Questions for Golden State would include the following:
- How would the Warriors limit the Bulls’ offensive rebounding prowess? Chicago recovered 36.9% of their offensive rebounds during the 95-96 season. Keeping the implacable Dennis Rodman off the offensive glass would be very challenging. However, it’s worth mentioning that although Chicago’s offensive rebounding percentage was an entire 13.4% above GSW’s, the league average during the 95-96 NBA season was 30.6% which is absurdly high, relative to our current league.
- Who would accept the challenge of being Michael Jordan’s primary defender?
- Can GSW limit turnovers? Chicago was far above league-average in terms of forcing opponents turnovers, and they took care of the ball themselves at an elite mark. If Golden State is nonchalant, then the Bulls will likely punish them.
Rules with regards to physicality:
- Often times, when people refer to mid-90s physicality, they are insinuating that defenders were allowed to be so much more aggressive. Feast your eyes at the antics the Supersonics unleashed in order to inhibit Michael Jordan’s freedom whether he was on or off the ball. Maybe there were times in which the referees allowed them to get away with too much. In other words, even if the Warriors have to take time to adjust to the abrasiveness, they would likely get enough calls & foul shots to offset the mental hurdles that occasional hyper-physicality might incite.
Would Curry be completely naive to the concept of fighting for position? Probably not.
Was curry fouled on any of this? pic.twitter.com/HalRzAfFYH
— Stew (@Shake_N_Jake35) May 25, 2016
- Handchecking was eliminated in 1994-95. After 1997, a defender was no longer permitted to use his forearm to impede the dribbler (above the elbow/free-throw-line/high-post area). The NBA seems to have slowly progressed toward prioritizing an offensive player’s freedom of movement. However, some would argue that defenders didn’t truly adhere this rule until the mid-2000s. Because of this, many are concerned that if the series was played during Michael Jordan’s era, modern superstar players would be greatly compromised.
- The NBA had a briefly shortened 3-point line, until 1997-98. Could this have increased offensive efficiency league-wide? It’s hard to believe that the ’16 Warriors would struggle shooting from much closer. Conversely, we cannot “know” how the Bulls would perform under the circumstances in a game with modern regulations, but… yikes:
- Illegal Defense Guidelines & Absence of 3-Second Violation must be considered.
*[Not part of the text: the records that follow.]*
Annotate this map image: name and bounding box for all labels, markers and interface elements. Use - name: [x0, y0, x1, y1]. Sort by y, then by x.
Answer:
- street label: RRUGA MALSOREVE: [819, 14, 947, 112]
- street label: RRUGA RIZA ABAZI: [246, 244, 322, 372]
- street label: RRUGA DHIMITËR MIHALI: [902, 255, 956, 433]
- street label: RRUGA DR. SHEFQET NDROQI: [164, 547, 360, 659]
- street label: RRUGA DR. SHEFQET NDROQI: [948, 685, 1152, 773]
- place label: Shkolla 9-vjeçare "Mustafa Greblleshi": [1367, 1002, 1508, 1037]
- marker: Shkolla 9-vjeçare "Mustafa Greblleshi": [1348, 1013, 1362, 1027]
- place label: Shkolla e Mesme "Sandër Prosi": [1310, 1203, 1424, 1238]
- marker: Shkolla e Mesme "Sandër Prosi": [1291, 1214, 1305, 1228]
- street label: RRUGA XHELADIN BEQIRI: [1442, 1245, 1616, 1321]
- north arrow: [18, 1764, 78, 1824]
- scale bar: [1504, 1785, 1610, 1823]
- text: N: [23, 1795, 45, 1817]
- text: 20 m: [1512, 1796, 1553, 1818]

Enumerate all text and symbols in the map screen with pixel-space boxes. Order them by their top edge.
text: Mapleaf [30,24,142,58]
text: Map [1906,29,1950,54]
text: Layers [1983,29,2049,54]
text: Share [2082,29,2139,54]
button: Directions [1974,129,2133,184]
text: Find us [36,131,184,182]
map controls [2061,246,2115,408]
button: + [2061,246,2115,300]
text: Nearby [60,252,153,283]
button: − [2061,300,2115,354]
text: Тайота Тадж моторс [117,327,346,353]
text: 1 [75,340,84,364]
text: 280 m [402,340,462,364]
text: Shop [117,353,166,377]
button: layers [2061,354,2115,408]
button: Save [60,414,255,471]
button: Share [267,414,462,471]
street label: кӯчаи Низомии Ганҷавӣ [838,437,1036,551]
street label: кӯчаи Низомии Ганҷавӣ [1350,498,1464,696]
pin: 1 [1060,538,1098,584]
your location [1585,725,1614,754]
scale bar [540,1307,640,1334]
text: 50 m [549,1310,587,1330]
Defenders were allowed to commandeer the paint rather than having to time their rotation correctly. Nevertheless, shrinking the floor may not have been a very viable option for the Bulls against the ’16 Warriors.
Considering all of these factors, I’m inclined to agree with our multinomial model that the ’16 Warriors should win in 7 games. And if the three point line is stretched to a distance that Pippen and Jordan are a little uncomfortable with, then maybe fewer than 7. Of course, there are other variables to consider that might sway me one way or the other.
Extra: For fun, I also wanted to try to determine what the scores would look like.
As we know, the battle for pace (‘16 Golden State, 99.3; ‘96 Chicago, 91.1) would be important to the scoring outlook of each game. Using our last web application, I sought for the likelihood that we’d see games with 220 total points or more.
If Chicago stays true to its pace, then it’s unlikely that we’ll see 7 games of high-scoring tallies. The hypothetical NBA Finals matchup could be a grind.